• **Exercise brief**
All lines in the data below carrying the string "setLineDash" are to be located and copied.

• **Task inputs**
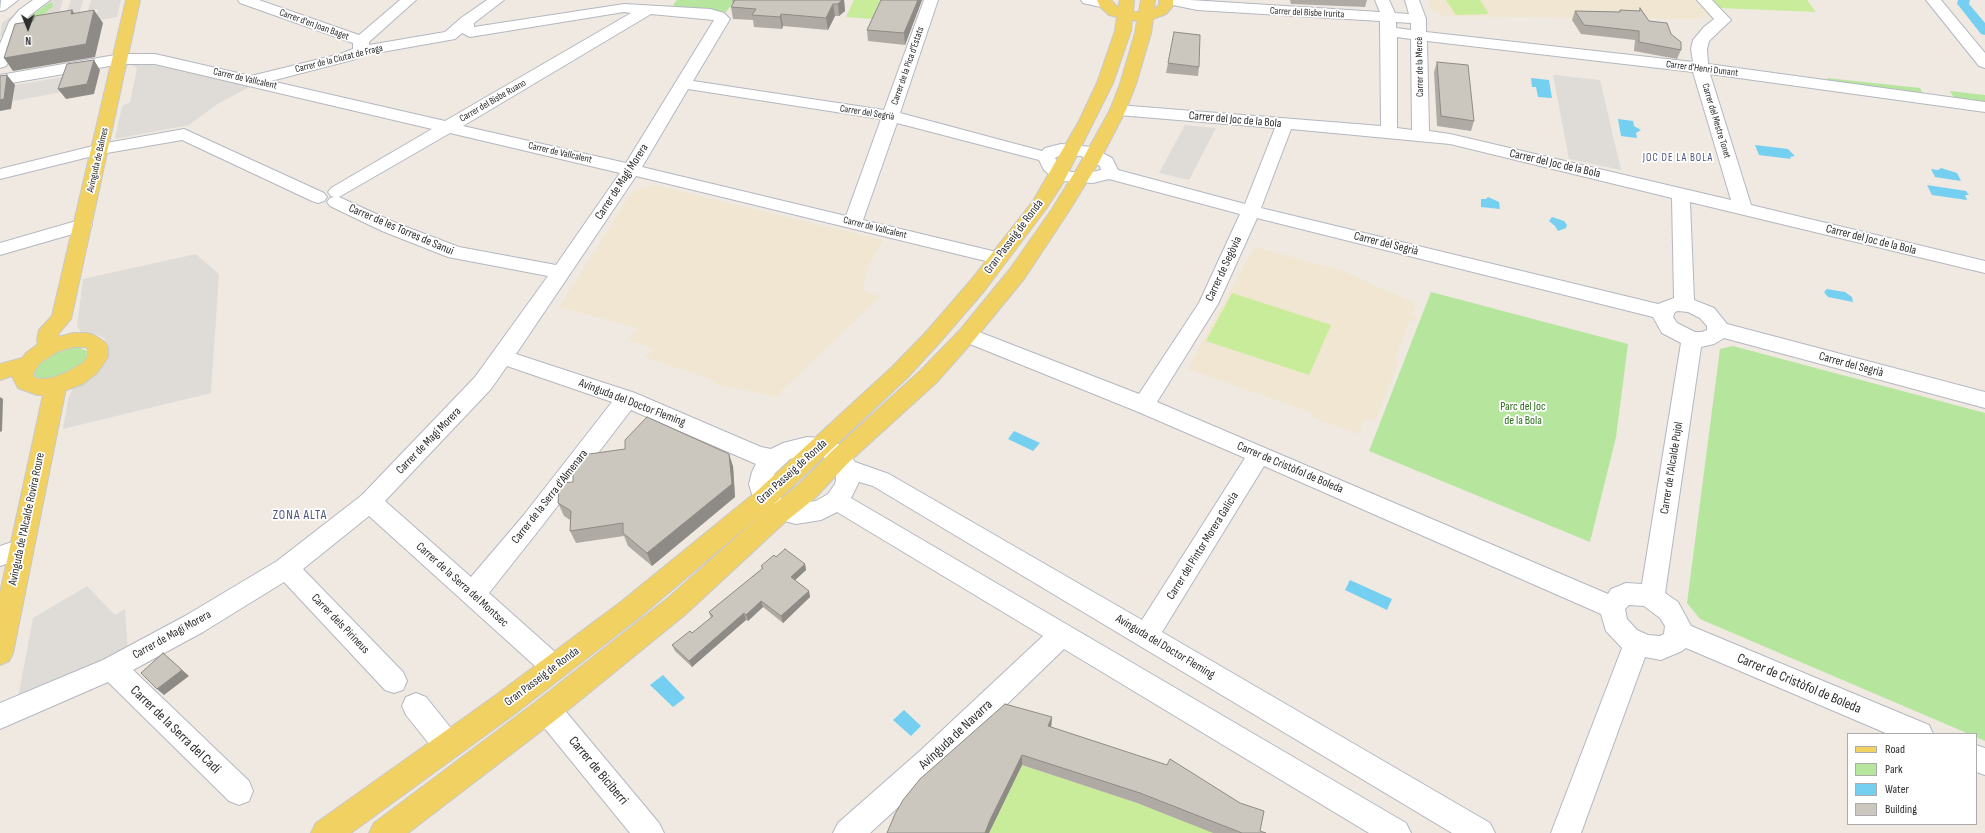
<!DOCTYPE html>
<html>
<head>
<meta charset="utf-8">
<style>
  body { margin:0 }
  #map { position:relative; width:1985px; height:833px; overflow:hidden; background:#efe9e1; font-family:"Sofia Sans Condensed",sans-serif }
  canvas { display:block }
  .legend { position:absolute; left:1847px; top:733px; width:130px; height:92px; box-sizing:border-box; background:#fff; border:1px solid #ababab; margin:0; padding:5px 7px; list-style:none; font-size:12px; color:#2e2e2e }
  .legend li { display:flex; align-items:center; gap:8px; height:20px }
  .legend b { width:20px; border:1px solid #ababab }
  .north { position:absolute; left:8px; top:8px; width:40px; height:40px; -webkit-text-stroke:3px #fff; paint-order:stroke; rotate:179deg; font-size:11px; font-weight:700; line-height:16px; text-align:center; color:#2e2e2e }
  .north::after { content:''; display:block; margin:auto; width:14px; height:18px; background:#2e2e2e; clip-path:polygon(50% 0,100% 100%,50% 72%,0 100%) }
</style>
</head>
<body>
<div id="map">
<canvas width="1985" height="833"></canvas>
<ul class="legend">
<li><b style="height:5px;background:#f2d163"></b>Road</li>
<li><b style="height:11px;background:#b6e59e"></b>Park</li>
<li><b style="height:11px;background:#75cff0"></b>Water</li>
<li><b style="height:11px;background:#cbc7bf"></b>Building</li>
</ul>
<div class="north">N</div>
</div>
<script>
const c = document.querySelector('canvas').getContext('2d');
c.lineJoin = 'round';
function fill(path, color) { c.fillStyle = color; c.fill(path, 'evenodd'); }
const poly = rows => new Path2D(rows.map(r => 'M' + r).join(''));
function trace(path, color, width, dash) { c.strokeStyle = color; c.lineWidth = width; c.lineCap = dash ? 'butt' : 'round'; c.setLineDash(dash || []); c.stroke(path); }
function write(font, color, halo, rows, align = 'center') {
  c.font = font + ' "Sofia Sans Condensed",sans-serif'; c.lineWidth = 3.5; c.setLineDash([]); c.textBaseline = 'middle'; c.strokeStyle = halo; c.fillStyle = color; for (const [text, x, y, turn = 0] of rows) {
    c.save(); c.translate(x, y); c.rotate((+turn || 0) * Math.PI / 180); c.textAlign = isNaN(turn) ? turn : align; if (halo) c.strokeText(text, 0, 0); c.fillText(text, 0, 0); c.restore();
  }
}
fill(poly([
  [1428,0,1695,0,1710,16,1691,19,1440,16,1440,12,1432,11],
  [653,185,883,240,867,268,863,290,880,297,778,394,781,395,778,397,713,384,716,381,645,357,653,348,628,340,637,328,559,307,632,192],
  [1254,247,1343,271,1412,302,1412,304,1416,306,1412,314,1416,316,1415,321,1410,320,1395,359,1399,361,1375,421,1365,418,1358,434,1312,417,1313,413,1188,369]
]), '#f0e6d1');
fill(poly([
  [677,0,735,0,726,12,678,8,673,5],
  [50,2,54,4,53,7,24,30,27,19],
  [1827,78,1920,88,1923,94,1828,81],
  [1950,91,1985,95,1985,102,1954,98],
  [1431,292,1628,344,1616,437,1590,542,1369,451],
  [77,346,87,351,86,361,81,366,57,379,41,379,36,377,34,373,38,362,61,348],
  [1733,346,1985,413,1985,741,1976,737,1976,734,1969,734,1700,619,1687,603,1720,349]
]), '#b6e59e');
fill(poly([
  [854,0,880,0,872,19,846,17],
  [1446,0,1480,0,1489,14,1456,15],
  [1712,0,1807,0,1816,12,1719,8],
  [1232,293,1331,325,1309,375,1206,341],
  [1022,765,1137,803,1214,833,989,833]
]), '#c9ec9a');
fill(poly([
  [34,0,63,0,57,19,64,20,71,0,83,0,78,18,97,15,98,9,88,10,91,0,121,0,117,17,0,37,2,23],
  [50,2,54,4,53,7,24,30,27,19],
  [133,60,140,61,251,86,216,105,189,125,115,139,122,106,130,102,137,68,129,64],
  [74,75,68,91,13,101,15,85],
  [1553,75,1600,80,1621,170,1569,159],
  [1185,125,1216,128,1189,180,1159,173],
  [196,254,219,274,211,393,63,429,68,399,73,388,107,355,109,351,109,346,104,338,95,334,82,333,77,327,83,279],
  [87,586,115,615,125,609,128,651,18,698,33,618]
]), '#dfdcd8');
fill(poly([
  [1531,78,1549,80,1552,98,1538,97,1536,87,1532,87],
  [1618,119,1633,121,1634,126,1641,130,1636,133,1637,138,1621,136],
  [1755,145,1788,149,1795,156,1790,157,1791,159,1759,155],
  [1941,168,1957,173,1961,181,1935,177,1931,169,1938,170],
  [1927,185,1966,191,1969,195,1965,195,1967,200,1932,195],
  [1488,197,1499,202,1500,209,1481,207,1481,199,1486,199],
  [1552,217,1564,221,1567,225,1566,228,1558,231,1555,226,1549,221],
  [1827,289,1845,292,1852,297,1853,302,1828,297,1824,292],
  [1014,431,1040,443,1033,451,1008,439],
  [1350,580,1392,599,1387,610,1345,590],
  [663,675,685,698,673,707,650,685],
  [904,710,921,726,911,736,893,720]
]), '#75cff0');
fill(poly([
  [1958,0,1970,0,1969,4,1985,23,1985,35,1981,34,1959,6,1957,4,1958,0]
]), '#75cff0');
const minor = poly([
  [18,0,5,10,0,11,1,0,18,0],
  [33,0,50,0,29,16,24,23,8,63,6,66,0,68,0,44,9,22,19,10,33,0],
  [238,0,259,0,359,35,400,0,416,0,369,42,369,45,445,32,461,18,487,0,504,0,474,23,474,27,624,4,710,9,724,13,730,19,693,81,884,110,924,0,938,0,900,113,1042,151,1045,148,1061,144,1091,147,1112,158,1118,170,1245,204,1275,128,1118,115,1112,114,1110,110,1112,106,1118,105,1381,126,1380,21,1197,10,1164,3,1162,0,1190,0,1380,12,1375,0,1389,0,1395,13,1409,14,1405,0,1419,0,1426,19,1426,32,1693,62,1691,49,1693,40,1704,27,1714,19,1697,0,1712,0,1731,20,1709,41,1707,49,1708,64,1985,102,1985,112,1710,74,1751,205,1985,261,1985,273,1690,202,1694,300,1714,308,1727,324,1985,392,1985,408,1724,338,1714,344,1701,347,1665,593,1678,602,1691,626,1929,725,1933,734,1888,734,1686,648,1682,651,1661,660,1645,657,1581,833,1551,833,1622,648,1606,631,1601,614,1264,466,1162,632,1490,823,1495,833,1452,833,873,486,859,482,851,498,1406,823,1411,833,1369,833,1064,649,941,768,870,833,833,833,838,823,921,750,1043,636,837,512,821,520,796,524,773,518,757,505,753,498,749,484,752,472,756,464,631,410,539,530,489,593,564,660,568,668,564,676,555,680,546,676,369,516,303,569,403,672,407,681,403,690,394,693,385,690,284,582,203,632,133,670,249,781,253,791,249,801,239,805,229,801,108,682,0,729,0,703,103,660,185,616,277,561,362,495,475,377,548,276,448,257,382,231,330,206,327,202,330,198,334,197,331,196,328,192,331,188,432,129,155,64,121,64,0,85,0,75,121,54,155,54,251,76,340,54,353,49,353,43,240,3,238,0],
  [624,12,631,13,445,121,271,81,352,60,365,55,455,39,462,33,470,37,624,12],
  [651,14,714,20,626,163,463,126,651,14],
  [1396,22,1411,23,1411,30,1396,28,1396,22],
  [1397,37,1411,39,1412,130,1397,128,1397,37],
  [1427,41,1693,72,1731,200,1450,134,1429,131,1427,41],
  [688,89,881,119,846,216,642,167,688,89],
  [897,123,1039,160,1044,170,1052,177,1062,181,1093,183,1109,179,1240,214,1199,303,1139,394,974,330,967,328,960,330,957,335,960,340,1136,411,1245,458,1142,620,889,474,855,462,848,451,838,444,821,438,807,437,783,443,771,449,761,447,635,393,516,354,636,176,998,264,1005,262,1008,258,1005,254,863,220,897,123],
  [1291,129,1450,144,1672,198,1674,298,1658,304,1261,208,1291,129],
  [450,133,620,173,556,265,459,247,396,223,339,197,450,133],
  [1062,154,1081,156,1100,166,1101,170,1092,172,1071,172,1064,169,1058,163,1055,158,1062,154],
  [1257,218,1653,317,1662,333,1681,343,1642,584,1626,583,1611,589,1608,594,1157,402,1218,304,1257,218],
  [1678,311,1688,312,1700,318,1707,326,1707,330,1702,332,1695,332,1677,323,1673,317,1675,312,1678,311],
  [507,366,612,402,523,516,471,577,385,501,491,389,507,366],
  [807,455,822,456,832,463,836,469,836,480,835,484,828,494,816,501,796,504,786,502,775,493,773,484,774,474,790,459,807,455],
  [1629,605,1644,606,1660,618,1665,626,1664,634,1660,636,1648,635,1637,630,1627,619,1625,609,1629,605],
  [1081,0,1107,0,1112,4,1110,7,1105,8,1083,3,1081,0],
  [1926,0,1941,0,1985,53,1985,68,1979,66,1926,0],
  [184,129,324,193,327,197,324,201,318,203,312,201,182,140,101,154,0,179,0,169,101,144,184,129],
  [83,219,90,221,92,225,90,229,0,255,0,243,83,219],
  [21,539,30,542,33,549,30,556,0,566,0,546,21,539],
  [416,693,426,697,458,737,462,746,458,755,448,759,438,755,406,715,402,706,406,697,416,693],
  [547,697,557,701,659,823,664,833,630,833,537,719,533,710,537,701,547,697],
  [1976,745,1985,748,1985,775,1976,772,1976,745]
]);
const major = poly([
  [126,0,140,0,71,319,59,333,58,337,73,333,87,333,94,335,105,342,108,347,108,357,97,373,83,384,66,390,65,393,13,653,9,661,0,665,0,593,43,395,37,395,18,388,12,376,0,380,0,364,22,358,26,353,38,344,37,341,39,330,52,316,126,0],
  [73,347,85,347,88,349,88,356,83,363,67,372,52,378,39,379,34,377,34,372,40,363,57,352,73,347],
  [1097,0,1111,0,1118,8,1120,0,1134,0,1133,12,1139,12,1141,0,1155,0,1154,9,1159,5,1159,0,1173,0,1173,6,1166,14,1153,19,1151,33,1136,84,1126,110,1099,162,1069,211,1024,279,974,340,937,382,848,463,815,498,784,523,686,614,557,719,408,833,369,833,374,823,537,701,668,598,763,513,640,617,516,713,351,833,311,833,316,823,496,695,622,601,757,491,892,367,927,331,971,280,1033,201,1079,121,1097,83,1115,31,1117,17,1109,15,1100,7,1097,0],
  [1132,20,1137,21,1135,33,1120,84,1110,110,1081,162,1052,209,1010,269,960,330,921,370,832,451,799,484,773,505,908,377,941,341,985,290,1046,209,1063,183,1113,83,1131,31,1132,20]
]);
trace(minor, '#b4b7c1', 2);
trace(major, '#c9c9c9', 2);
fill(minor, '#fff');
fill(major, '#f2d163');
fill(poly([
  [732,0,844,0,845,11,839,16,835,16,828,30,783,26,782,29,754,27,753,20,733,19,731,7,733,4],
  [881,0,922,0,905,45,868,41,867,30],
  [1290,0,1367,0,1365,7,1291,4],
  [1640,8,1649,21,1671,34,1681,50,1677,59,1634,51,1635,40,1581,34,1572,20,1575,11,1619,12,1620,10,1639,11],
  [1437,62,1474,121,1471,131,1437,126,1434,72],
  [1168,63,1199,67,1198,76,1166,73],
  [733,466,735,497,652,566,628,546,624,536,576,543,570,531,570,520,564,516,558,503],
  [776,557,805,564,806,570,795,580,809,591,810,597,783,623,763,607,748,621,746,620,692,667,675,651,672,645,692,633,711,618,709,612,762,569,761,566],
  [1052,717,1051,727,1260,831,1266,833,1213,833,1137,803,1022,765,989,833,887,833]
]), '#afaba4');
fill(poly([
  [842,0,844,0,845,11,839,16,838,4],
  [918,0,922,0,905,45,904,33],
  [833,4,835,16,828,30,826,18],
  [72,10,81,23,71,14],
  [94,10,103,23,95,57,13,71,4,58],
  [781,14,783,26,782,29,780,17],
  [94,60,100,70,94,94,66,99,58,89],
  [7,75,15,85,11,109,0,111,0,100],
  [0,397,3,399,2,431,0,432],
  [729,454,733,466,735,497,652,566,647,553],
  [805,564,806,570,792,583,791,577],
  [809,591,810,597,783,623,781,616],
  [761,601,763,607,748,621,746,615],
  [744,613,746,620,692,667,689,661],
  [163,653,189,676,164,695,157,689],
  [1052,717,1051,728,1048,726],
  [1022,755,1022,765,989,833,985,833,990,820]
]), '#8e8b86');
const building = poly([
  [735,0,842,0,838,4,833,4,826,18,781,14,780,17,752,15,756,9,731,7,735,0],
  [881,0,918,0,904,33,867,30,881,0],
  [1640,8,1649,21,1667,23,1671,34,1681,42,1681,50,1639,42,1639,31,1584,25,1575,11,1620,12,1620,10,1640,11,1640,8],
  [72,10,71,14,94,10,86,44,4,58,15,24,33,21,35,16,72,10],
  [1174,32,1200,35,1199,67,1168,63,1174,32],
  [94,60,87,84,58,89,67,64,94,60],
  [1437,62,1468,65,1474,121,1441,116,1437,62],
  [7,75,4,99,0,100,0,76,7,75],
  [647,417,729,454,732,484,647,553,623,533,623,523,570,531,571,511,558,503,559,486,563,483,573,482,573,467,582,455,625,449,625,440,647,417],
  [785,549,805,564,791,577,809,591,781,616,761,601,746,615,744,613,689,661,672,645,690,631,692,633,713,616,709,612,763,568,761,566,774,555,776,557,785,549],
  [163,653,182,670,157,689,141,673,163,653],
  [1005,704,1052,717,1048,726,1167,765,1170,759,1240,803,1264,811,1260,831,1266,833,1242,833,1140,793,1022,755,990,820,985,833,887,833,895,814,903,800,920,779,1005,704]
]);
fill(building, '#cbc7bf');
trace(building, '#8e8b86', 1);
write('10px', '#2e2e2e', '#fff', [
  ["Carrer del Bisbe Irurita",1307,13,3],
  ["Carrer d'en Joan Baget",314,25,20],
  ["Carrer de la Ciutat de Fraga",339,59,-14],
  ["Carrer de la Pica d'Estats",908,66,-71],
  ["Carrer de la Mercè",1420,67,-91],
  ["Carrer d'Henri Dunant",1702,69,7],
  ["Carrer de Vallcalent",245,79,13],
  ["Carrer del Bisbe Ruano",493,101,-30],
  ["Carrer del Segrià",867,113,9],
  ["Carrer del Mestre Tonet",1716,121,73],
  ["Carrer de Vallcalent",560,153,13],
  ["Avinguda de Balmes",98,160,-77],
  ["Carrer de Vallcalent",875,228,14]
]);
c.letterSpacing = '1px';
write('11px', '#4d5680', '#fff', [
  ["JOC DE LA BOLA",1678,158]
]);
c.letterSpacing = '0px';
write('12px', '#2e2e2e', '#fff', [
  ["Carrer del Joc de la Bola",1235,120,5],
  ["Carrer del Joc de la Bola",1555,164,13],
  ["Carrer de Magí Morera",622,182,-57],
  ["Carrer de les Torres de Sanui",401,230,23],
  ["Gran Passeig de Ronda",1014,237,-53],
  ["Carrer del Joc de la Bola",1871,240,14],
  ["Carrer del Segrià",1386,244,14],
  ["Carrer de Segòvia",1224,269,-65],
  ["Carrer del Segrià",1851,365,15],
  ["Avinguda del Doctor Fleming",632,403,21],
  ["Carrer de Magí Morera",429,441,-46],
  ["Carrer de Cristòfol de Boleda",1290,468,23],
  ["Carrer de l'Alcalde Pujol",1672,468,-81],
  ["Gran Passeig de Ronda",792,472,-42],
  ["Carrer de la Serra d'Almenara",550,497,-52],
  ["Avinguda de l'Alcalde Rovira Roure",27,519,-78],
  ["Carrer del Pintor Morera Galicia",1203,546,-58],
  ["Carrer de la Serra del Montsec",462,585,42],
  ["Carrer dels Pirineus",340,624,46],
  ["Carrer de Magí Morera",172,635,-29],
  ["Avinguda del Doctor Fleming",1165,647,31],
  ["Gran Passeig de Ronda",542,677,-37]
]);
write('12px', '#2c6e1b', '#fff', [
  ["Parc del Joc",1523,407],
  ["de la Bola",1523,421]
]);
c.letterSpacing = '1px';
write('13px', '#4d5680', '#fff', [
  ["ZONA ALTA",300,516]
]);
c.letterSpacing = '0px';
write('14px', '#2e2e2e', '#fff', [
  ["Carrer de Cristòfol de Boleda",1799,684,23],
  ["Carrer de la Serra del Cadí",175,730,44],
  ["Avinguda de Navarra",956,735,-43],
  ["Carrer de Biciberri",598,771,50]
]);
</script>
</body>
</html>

• **Reply to the exercise**
function trace(path, color, width, dash) { c.strokeStyle = color; c.lineWidth = width; c.lineCap = dash ? 'butt' : 'round'; c.setLineDash(dash || []); c.stroke(path); }
  c.font = font + ' "Sofia Sans Condensed",sans-serif'; c.lineWidth = 3.5; c.setLineDash([]); c.textBaseline = 'middle'; c.strokeStyle = halo; c.fillStyle = color; for (const [text, x, y, turn = 0] of rows) {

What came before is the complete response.